RECORD EXCERPTS:
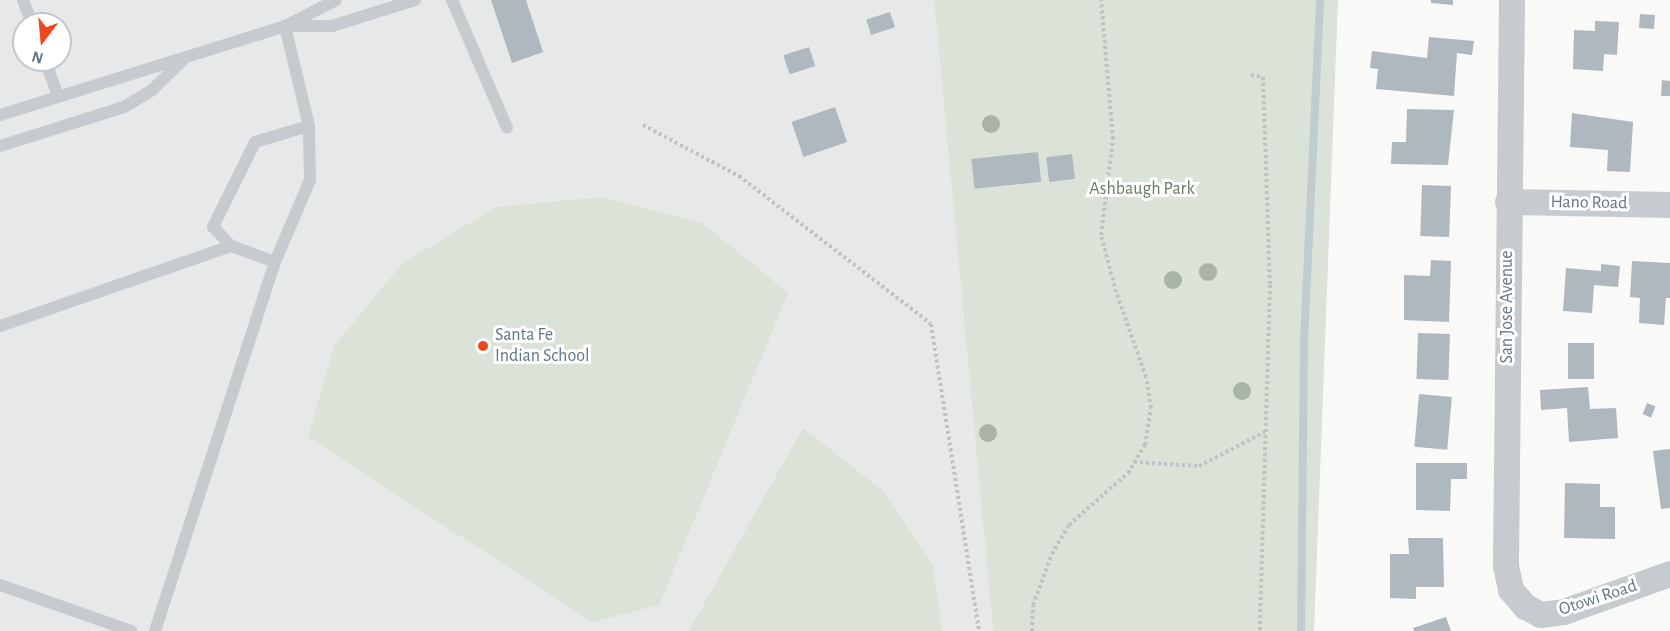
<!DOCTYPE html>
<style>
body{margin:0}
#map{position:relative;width:1670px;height:631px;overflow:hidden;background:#f9f9f7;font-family:"Alegreya Sans",sans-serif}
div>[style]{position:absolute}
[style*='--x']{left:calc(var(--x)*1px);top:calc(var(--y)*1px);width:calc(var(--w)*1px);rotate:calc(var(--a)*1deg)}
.built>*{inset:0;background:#e7e8e8}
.green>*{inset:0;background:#dbe2d7}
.stream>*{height:8px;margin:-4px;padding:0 4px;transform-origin:4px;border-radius:4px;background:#bfccd0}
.building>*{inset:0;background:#afb8bf;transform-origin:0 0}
.path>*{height:4px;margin-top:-2px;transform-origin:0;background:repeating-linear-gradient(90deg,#c0c3c5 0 3px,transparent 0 6px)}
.service>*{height:12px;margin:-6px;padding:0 6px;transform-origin:6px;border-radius:6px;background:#c6cbcf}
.minor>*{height:26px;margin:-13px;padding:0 13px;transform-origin:13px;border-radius:13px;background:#c6cbcf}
.trees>*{width:18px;height:18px;margin:-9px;border-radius:50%;background:#a9b4a4}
.dots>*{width:16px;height:16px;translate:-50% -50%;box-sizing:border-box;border:3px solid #fff;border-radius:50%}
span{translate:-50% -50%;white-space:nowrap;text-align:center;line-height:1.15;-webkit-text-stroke:6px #fff;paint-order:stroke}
.park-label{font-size:18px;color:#677b61}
.street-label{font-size:18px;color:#617685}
.poi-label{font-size:18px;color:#617685}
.left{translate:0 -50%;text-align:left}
.north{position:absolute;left:12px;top:12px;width:60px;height:60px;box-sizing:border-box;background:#fff;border:2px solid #c0c8ce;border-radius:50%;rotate:196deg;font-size:16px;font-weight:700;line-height:24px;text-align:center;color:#617685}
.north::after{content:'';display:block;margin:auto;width:21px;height:27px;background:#f5461b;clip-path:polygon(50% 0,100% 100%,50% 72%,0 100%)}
</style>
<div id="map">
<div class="built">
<i style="clip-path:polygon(evenodd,0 0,934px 0,993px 631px,0 631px,0 0,24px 24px,60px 24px,60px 60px,24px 60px,24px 24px)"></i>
</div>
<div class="green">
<i style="clip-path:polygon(934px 0,1338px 0,1314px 631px,993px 631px)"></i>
<i style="clip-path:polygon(603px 197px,704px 224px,788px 293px,659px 605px,592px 622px,308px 437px,334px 346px,402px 264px,496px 207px)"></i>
<i style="clip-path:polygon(803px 428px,883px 491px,933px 565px,942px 631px,689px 631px)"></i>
</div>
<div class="stream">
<i style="--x:1301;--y:631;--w:290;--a:-89.4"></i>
<i style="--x:1304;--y:341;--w:341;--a:-87.3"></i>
</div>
<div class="building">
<i style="clip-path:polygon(491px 0,526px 0,543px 52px,512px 63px)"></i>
<i style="clip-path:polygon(1431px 0,1453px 0,1453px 5px,1431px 3px)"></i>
<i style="left:890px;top:12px;width:16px;height:25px;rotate:72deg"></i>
<i style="left:1640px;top:14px;width:15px;height:14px;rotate:4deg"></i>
<i style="clip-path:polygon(1595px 21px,1619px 22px,1617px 55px,1604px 54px,1603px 71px,1573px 69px,1574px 30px,1595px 31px)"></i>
<i style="clip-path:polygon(1429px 37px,1474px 41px,1472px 55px,1457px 53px,1454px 96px,1376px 89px,1378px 69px,1370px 68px,1372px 51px,1427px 58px)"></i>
<i style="left:809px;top:47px;width:20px;height:27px;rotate:72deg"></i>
<i style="clip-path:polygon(1662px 80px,1670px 81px,1670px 96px,1661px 96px)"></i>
<i style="left:835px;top:107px;width:37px;height:46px;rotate:71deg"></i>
<i style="clip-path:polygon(1407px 109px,1454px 110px,1448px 165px,1391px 164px,1392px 142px,1406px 142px)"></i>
<i style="clip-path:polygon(1572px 113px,1633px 122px,1630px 172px,1607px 171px,1608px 150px,1570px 147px)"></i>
<i style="left:1038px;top:152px;width:30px;height:67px;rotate:84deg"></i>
<i style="left:1072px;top:154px;width:25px;height:26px;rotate:83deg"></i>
<i style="left:1422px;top:185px;width:29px;height:51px;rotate:2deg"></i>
<i style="clip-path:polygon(1431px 260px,1451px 261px,1449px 322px,1404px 320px,1404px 275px,1430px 276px)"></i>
<i style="clip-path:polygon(1632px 261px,1670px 263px,1670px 298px,1666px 298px,1664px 325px,1639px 323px,1640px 298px,1630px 297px)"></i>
<i style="clip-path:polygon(1601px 264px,1620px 266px,1618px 287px,1594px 285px,1592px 313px,1563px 311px,1566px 268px,1601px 271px)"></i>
<i style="left:1418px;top:333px;width:32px;height:46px;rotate:2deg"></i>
<i style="left:1568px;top:343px;width:26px;height:36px"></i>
<i style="clip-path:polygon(1588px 387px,1590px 409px,1616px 408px,1618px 438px,1569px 442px,1567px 408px,1541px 410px,1540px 390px)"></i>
<i style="left:1419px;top:394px;width:33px;height:53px;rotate:5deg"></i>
<i style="left:1647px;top:403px;width:9px;height:12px;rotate:21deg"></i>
<i style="clip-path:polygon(1670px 449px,1670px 508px,1661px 509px,1653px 451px)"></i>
<i style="clip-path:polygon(1416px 463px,1467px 463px,1467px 479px,1451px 479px,1450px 511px,1416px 510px)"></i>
<i style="clip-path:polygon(1565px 483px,1600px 484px,1600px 507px,1615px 507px,1615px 539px,1564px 538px)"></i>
<i style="clip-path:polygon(1408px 538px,1443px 538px,1444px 587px,1416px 587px,1416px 599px,1390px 598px,1390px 554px,1409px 554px)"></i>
<i style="clip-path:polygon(1446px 617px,1451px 631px,1414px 631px,1413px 628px)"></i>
</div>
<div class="path">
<i style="--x:1251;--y:75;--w:12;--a:9"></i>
<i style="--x:1263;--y:77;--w:208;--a:88.1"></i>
<i style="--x:1270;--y:285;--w:346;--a:91.7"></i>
<i style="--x:643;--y:125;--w:109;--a:28"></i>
<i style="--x:739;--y:176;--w:242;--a:37.6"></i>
<i style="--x:931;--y:324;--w:311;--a:81.1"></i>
<i style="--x:1134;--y:462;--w:65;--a:3.5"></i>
<i style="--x:1199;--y:466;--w:74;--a:-27.3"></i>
<i style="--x:1032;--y:631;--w:26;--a:-88"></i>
<i style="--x:1033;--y:605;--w:54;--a:-69.6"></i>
<i style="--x:1052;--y:554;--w:34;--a:-60"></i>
<i style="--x:1069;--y:525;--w:79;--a:-41.4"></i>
<i style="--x:1128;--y:473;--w:33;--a:-59"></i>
<i style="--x:1145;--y:445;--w:37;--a:-81"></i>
<i style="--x:1151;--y:408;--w:31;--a:-99"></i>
<i style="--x:1146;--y:377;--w:90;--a:-109.4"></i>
<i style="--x:1116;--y:292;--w:59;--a:-104.7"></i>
<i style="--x:1101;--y:235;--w:97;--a:-82.9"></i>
<i style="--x:1113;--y:139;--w:140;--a:-94.9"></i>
</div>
<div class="service">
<i style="--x:23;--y:0;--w:26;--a:69"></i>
<i style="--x:452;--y:0;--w:139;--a:66.7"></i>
<i style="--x:286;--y:26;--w:46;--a:0"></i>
<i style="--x:332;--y:26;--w:87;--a:-17.4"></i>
<i style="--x:45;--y:60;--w:38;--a:70"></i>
<i style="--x:0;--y:115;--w:299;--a:-17.3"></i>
<i style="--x:285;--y:26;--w:57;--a:-27"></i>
<i style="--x:0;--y:146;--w:130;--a:-17.5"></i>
<i style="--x:124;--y:107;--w:33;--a:-31"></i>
<i style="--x:152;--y:90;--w:46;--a:-44.1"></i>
<i style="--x:231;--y:246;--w:26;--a:-133"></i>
<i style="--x:213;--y:227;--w:95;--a:-63.7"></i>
<i style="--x:255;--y:142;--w:56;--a:-16.5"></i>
<i style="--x:0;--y:326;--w:244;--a:-19.1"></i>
<i style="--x:231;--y:246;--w:47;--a:20"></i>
<i style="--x:0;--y:585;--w:139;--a:19.3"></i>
<i style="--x:155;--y:631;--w:388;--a:-72"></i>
<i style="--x:275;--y:262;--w:89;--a:-66.9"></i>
<i style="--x:310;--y:180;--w:54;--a:-91.1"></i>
<i style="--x:309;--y:126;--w:103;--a:-103.5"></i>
</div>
<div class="minor">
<i style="--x:1512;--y:0;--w:566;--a:90.61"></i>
<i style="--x:1506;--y:566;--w:25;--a:78"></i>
<i style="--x:1511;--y:590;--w:23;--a:49"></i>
<i style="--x:1526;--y:607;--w:17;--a:28"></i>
<i style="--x:1541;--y:615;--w:23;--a:-7"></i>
<i style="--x:1564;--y:612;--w:113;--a:-19.7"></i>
<i style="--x:1508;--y:202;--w:162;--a:1.1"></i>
</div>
<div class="trees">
<i style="left:991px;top:124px"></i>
<i style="left:1208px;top:272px"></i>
<i style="left:1173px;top:280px"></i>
<i style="left:1242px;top:391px"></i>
<i style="left:988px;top:433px"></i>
</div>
<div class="dots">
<i style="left:483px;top:346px;background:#f5461b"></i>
</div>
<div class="park-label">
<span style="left:1142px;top:189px">Ashbaugh Park</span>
</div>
<div class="street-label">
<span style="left:1589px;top:203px;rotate:1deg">Hano Road</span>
<span style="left:1507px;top:307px;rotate:-90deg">San Jose Avenue</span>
<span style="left:1598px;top:598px;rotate:-18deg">Otowi Road</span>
</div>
<div class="poi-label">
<span class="left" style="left:495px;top:346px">Santa Fe<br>Indian School</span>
</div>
<div class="north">N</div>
</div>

THE TASK:
Every line above that holds the string "stream" should be returned.

OUTPUT FOR THIS TASK:
.stream>*{height:8px;margin:-4px;padding:0 4px;transform-origin:4px;border-radius:4px;background:#bfccd0}
<div class="stream">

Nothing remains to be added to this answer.